◆ **WHAT NEEDS TO BE DONE**
All of the records must be set down again word for word.

◆ **INFORMATION**
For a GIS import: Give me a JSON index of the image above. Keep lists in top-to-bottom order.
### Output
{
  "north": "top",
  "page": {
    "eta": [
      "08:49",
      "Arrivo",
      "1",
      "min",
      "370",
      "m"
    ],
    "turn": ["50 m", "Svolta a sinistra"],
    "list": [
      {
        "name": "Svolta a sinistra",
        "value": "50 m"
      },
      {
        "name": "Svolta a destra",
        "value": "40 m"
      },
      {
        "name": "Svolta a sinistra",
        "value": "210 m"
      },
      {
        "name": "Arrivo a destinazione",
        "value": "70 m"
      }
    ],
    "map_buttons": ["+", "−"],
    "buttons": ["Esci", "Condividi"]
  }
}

◆ **SOLUTION TO THE EXERCISE**
For a GIS import: Give me a JSON index of the image above. Keep lists in top-to-bottom order.
### Output
{
  "north": "top",
  "page": {
    "eta": [
      "08:49",
      "Arrivo",
      "1",
      "min",
      "370",
      "m"
    ],
    "turn": ["50 m", "Svolta a sinistra"],
    "list": [
      {
        "name": "Svolta a sinistra",
        "value": "50 m"
      },
      {
        "name": "Svolta a destra",
        "value": "40 m"
      },
      {
        "name": "Svolta a sinistra",
        "value": "210 m"
      },
      {
        "name": "Arrivo a destinazione",
        "value": "70 m"
      }
    ],
    "map_buttons": ["+", "−"],
    "buttons": ["Esci", "Condividi"]
  }
}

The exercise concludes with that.